Propose
Transform a free-form user request into a structured task definition. The skill runs an interactive dialogue that drives the conversation through concrete hypotheses — one question per message, each with selectable options.
Synopsis
/goga:propose <description>
Examples in this document use Claude Code style (/goga:<command>). For other agents, invoke the skill directly: goga-propose.
Output artifact
docs/tasks/<topic>.md — a structured task with the following sections:
- Current State
- Description
- Scope (in / out)
- Acceptance Criteria
- Stack
- External Dependencies
- Risks and Constraints
- Scope Estimate
- Existing Architecture
- Notes
Algorithm
Phase 1. Input collection
Accept the user's description verbatim. It may be brief (one sentence) or detailed (full specification). Do not request clarifications at this stage — gaps are resolved in Phase 3. Retain the original description throughout the session.
Phase 2. Context loading
| Step | Action |
|---|---|
| 1 | Load DSL specification via goga-cell — understand cell and CODEMANIFEST terminology. |
| 2 | Load DSL application principles via goga-cookbook — understand the two-level usages model and authoring rules. |
| 3 | Run goga schema to obtain the cell hierarchy.
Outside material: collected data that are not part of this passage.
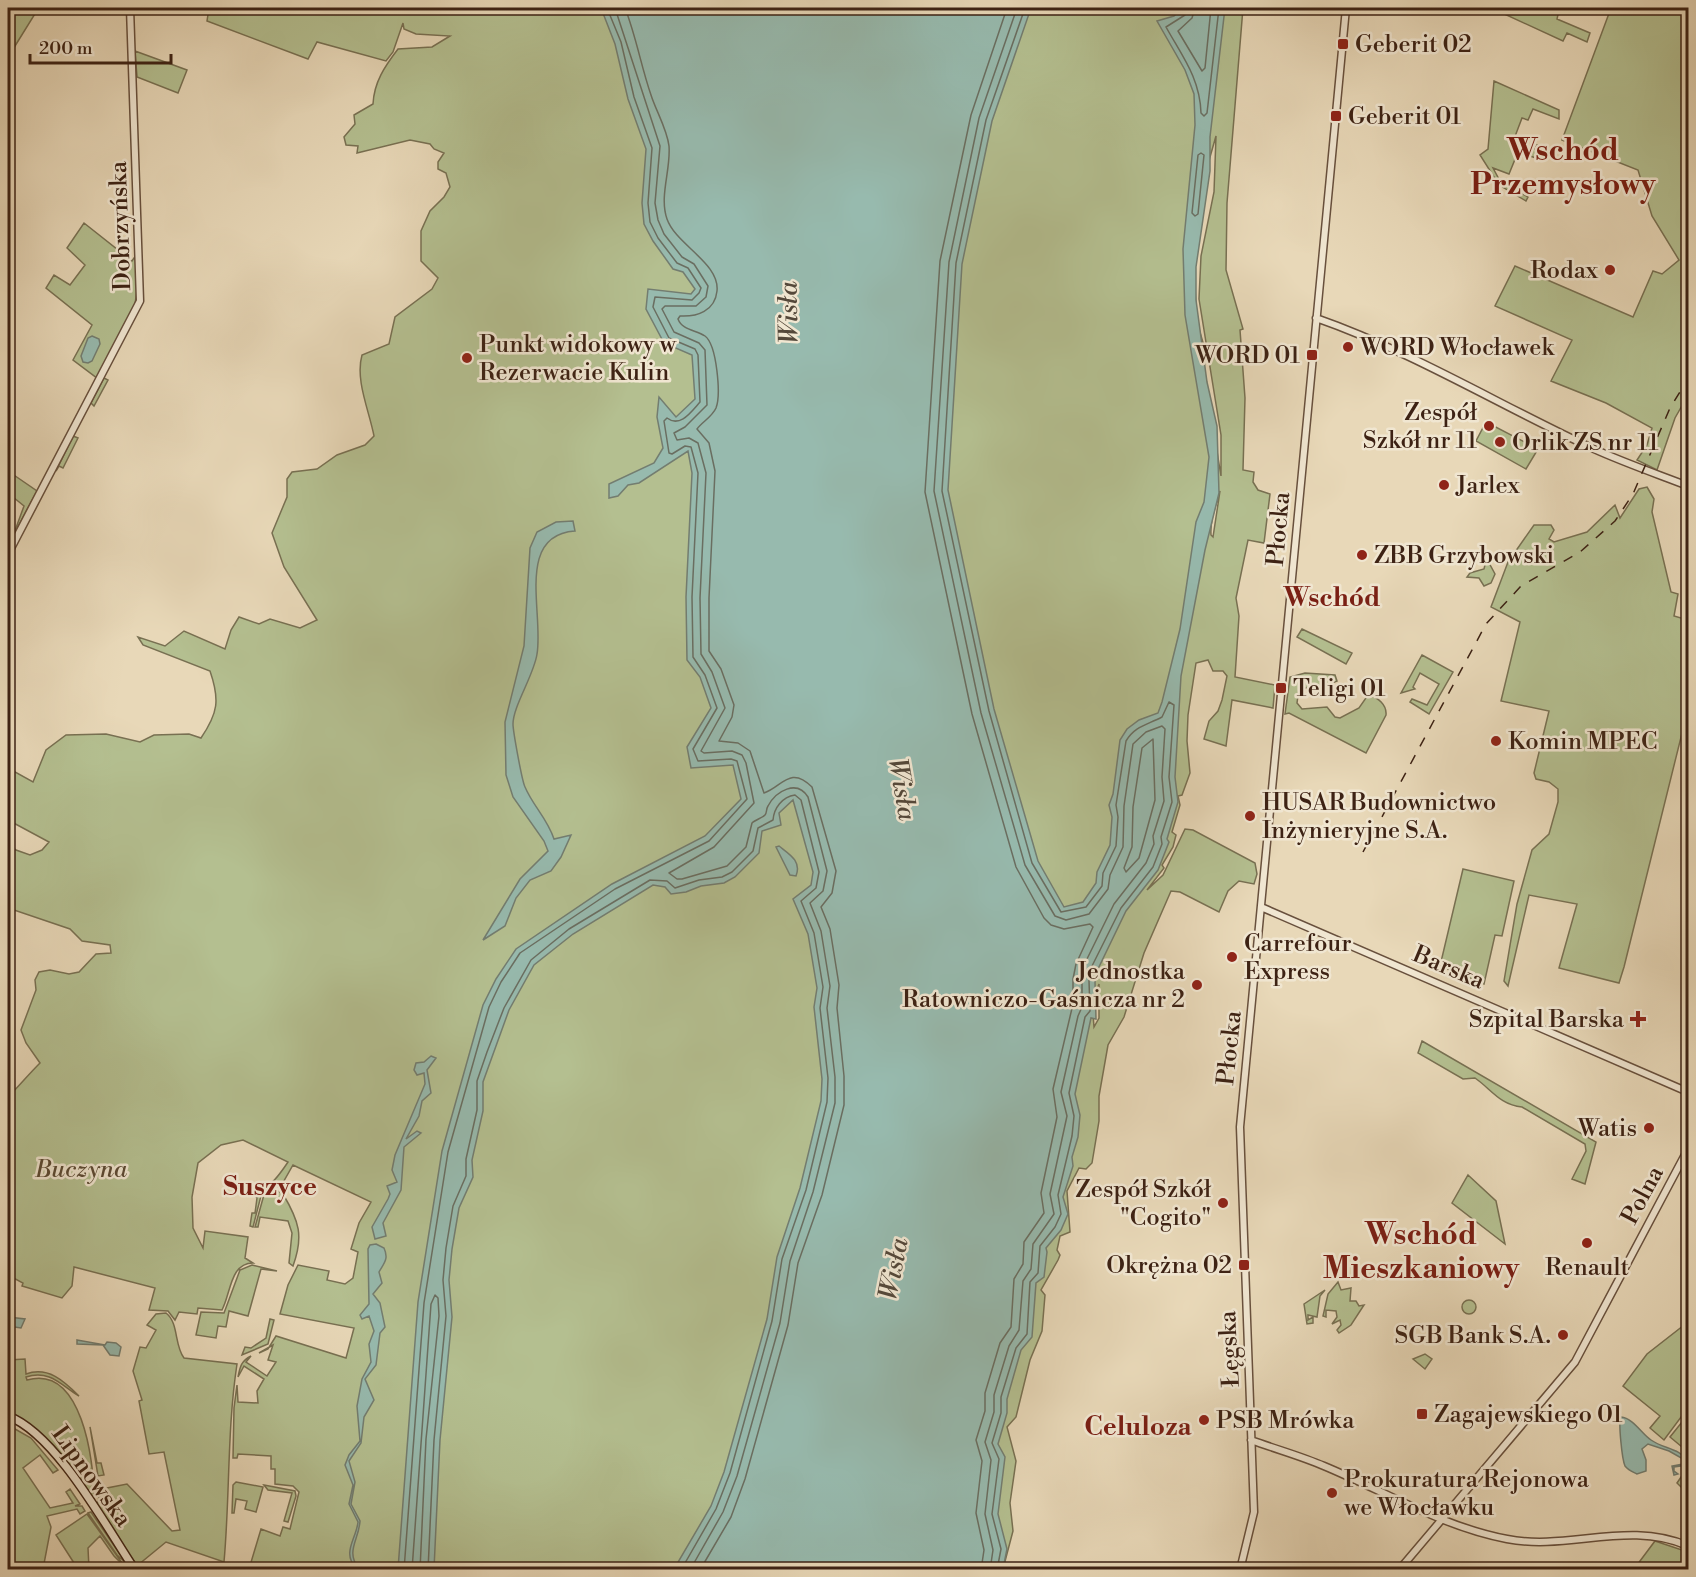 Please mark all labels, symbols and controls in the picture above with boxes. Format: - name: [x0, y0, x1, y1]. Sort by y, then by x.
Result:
- scale bar: [30, 27, 171, 65]
- place label: Geberit 02: [1355, 30, 1472, 60]
- text: 200 m: [39, 37, 93, 60]
- marker: Geberit 02: [1336, 37, 1350, 51]
- place label: Geberit 01: [1348, 102, 1462, 132]
- marker: Geberit 01: [1329, 109, 1343, 123]
- district label: Wschód Przemysłowy: [1470, 132, 1657, 204]
- street label: Dobrzyńska: [104, 160, 138, 291]
- place label: Rodax: [1530, 256, 1599, 286]
- marker: Rodax: [1603, 263, 1617, 277]
- water label: Wisła: [772, 281, 806, 345]
- place label: Punkt widokowy w Rezerwacie Kulin: [479, 330, 677, 388]
- place label: WORD Włocławek: [1359, 333, 1555, 363]
- marker: WORD Włocławek: [1341, 340, 1355, 354]
- place label: WORD 01: [1194, 341, 1301, 371]
- marker: WORD 01: [1305, 348, 1319, 362]
- marker: Punkt widokowy w Rezerwacie Kulin: [460, 351, 474, 365]
- place label: Zespół Szkół nr 11: [1363, 398, 1478, 456]
- marker: Zespół Szkół nr 11: [1482, 419, 1496, 433]
- place label: Orlik ZS nr 11: [1512, 428, 1659, 458]
- marker: Orlik ZS nr 11: [1493, 435, 1507, 449]
- place label: Jarlex: [1455, 471, 1520, 501]
- marker: Jarlex: [1437, 478, 1451, 492]
- street label: Płocka: [1261, 490, 1297, 568]
- place label: ZBB Grzybowski: [1374, 541, 1554, 571]
- marker: ZBB Grzybowski: [1355, 548, 1369, 562]
- district label: Wschód: [1282, 582, 1381, 614]
- place label: Teligi 01: [1293, 674, 1386, 704]
- marker: Teligi 01: [1274, 681, 1288, 695]
- place label: Komin MPEC: [1508, 727, 1657, 757]
- marker: Komin MPEC: [1489, 734, 1503, 748]
- water label: Wisła: [881, 755, 923, 824]
- place label: HUSAR Budownictwo Inżynieryjne S.A.: [1262, 788, 1496, 846]
- marker: HUSAR Budownictwo Inżynieryjne S.A.: [1243, 809, 1257, 823]
- place label: Carrefour Express: [1244, 929, 1352, 987]
- street label: Barska: [1407, 939, 1490, 997]
- marker: Carrefour Express: [1225, 950, 1239, 964]
- place label: Jednostka Ratowniczo-Gaśnicza nr 2: [902, 957, 1186, 1015]
- marker: Jednostka Ratowniczo-Gaśnicza nr 2: [1190, 978, 1204, 992]
- place label: Szpital Barska: [1469, 1005, 1625, 1035]
- street label: Płocka: [1211, 1009, 1249, 1087]
- marker: Szpital Barska: [1629, 1010, 1647, 1028]
- place label: Watis: [1577, 1114, 1637, 1144]
- marker: Watis: [1642, 1121, 1656, 1135]
- park label: Buczyna: [34, 1155, 128, 1185]
- street label: Polna: [1615, 1160, 1671, 1230]
- district label: Suszyce: [223, 1171, 317, 1203]
- place label: Zespół Szkół "Cogito": [1075, 1175, 1212, 1233]
- marker: Zespół Szkół "Cogito": [1216, 1196, 1230, 1210]
- district label: Wschód Mieszkaniowy: [1323, 1216, 1520, 1288]
- water label: Wisła: [872, 1235, 916, 1303]
- marker: Renault: [1580, 1236, 1594, 1250]
- place label: Okrężna 02: [1106, 1251, 1232, 1281]
- place label: Renault: [1545, 1253, 1630, 1283]
- marker: Okrężna 02: [1237, 1258, 1251, 1272]
- street label: Łęgska: [1213, 1309, 1247, 1388]
- place label: SGB Bank S.A.: [1395, 1321, 1551, 1351]
- marker: SGB Bank S.A.: [1556, 1328, 1570, 1342]
- place label: Zagajewskiego 01: [1434, 1400, 1623, 1430]
- place label: PSB Mrówka: [1216, 1406, 1355, 1436]
- marker: Zagajewskiego 01: [1415, 1407, 1429, 1421]
- district label: Celuloza: [1084, 1411, 1193, 1443]
- marker: PSB Mrówka: [1197, 1413, 1211, 1427]
- street label: Lipnowska: [44, 1420, 138, 1534]
- place label: Prokuratura Rejonowa we Włocławku: [1343, 1465, 1590, 1523]
- marker: Prokuratura Rejonowa we Włocławku: [1325, 1486, 1339, 1500]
If no architecture exists yet, record that as a fact. |
| 4 | Load base annotations and usages via goga-codemanifest-base. |
| 5 | Read relevant external-library usages from .goga/usages/cooks/. |
Phase 3. Task formulation (interactive)
Iteratively align with the user on scope. Each iteration:
- Describe the current state — what is missing (new feature) or what is unsatisfactory (modification).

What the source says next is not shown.